4.3 Il tenore letterale della norma ha ricondotto l'operatività della sospensione feriale dei termini al presupposto della natura processuale dell'atto soggetto alla sospensione e della sua riconducibilità alla giurisdizione.

4.4 L'esame dei presupposti indicati ha portato questa Corte, ad affermare che la disciplina sulla sospensione dei termini, posta dall'art. 1 della legge 7 ottobre 1969, n. 742, riconnettendosi alla necessità della difesa tecnica in giudizio, perché istituto nato dall'esigenza di assicurare un adeguato riposo agli avvocati durante la pausa estiva, valga per i soli termini processuali (Cass., 22 febbraio 2010, n. 4170) e che la richiamata disciplina non sia applicabile al termine dell'art. 820, primo comma, cod. proc. civ., essendo detta sospensione, quale istituto tipico della giurisdizione, condizionata dalla sussistenza di un requisito soggettivo, consistente nella celebrazione di un processo da parte di un giudice, ordinario od amministrativo, mentre l'arbitrato, sia rituale che irrituale, costituisce espressione di autonomia negoziale e rinviene il suo fondamento nel potere delle parti di disporre dei diritti soggettivi rinunciando alla giurisdizione ed all'azione giudiziaria ed è caratterizzato dall'esigenza di celerità, la quale costituisce una delle ragioni fondanti della scelta delle parti per la risoluzione delle controversie attraverso questo mezzo alternativo alla giurisdizione che, a sua volta, fonda una serie di deroghe alla stessa legge n. 742 del 1969 ed è coerente con l'inapplicabilità allo stesso dell'istituto in esame (Cass., 8 ottobre 2008, n. 24866).
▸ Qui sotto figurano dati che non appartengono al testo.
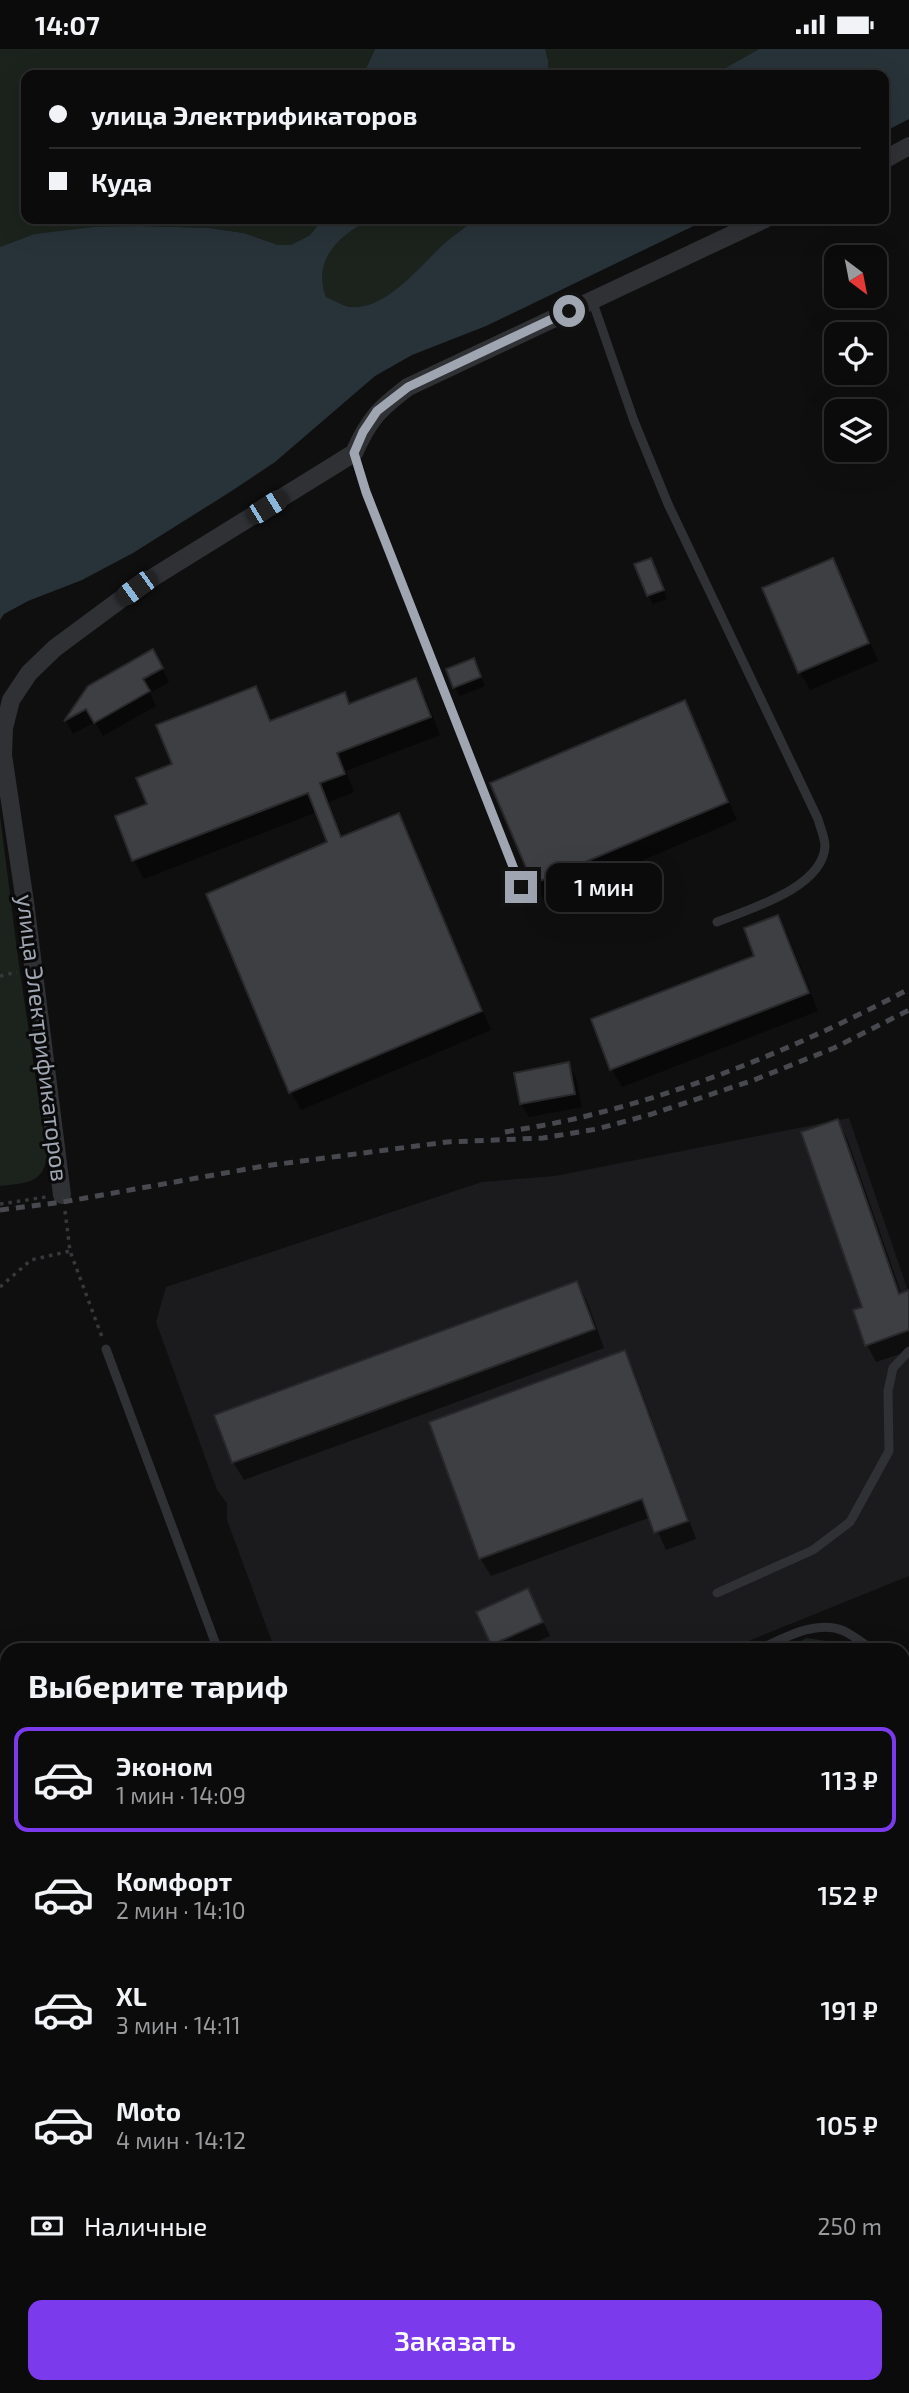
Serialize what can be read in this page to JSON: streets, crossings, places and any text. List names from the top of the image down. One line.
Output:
{"streets":{"street":["улица Электрификаторов"]},"north":"bottom right","page":{"status":"14:07","banner":["улица Электрификаторов","Куда"],"bubble":"1 мин","heading":"Выберите тариф","list":[{"name":"Эконом","note":"1 мин · 14:09","value":"113 ₽"},{"name":"Комфорт","note":"2 мин · 14:10","value":"152 ₽"},{"name":"XL","note":"3 мин · 14:11","value":"191 ₽"},{"name":"Moto","note":"4 мин · 14:12","value":"105 ₽"}],"pay":["Наличные","250 m"],"buttons":"Заказать"}}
4.5 A fronte di tali principi, pure affermati da questa Corte, deve darsi atto dell'avvenuto superamento dell'assunto della natura contrattuale dell'arbitrato in linea con la diversa tesi, affermata anche di recente, della sua riconducibilità alla giurisdizione, ciò che supera di rilevanza le diffuse argomentazioni esposte dalla società ricorrente sulla differenza tra l'arbitrato «normativo» e l'arbitrato tra «soggetti privati». Ed invero, la questione che viene in rilievo è la configurabilità o meno della «natura giurisdizionale» dell'arbitrato, come «modalità di risoluzione delle controversie alternativa a quella giudiziale», e la natura o meno di «atto processuale» della declinatoria della competenza arbitrale in quanto atto di esercizio di una facoltà di scelta del giudice competente, tematiche che fanno venire meno il fondamento sistematico dell'esclusione della sospensione dei termini individuato dalla società ricorrente in relazione alla natura pubblica o privata dei soggetti che decidono di devolvere la controversia ad arbitri, perché, per l'appunto, ciò che diventa dirimente è determinare quale natura abbia un atto con il quale una persona privata o pubblica, fisica o giuridica, si sceglie un giudice competente (arbitro o giudice ordinario) e se il giudice scelto, arbitro, eserciti un'attività che ha natura giurisdizionale e sostitutiva della funzione del giudice ordinario.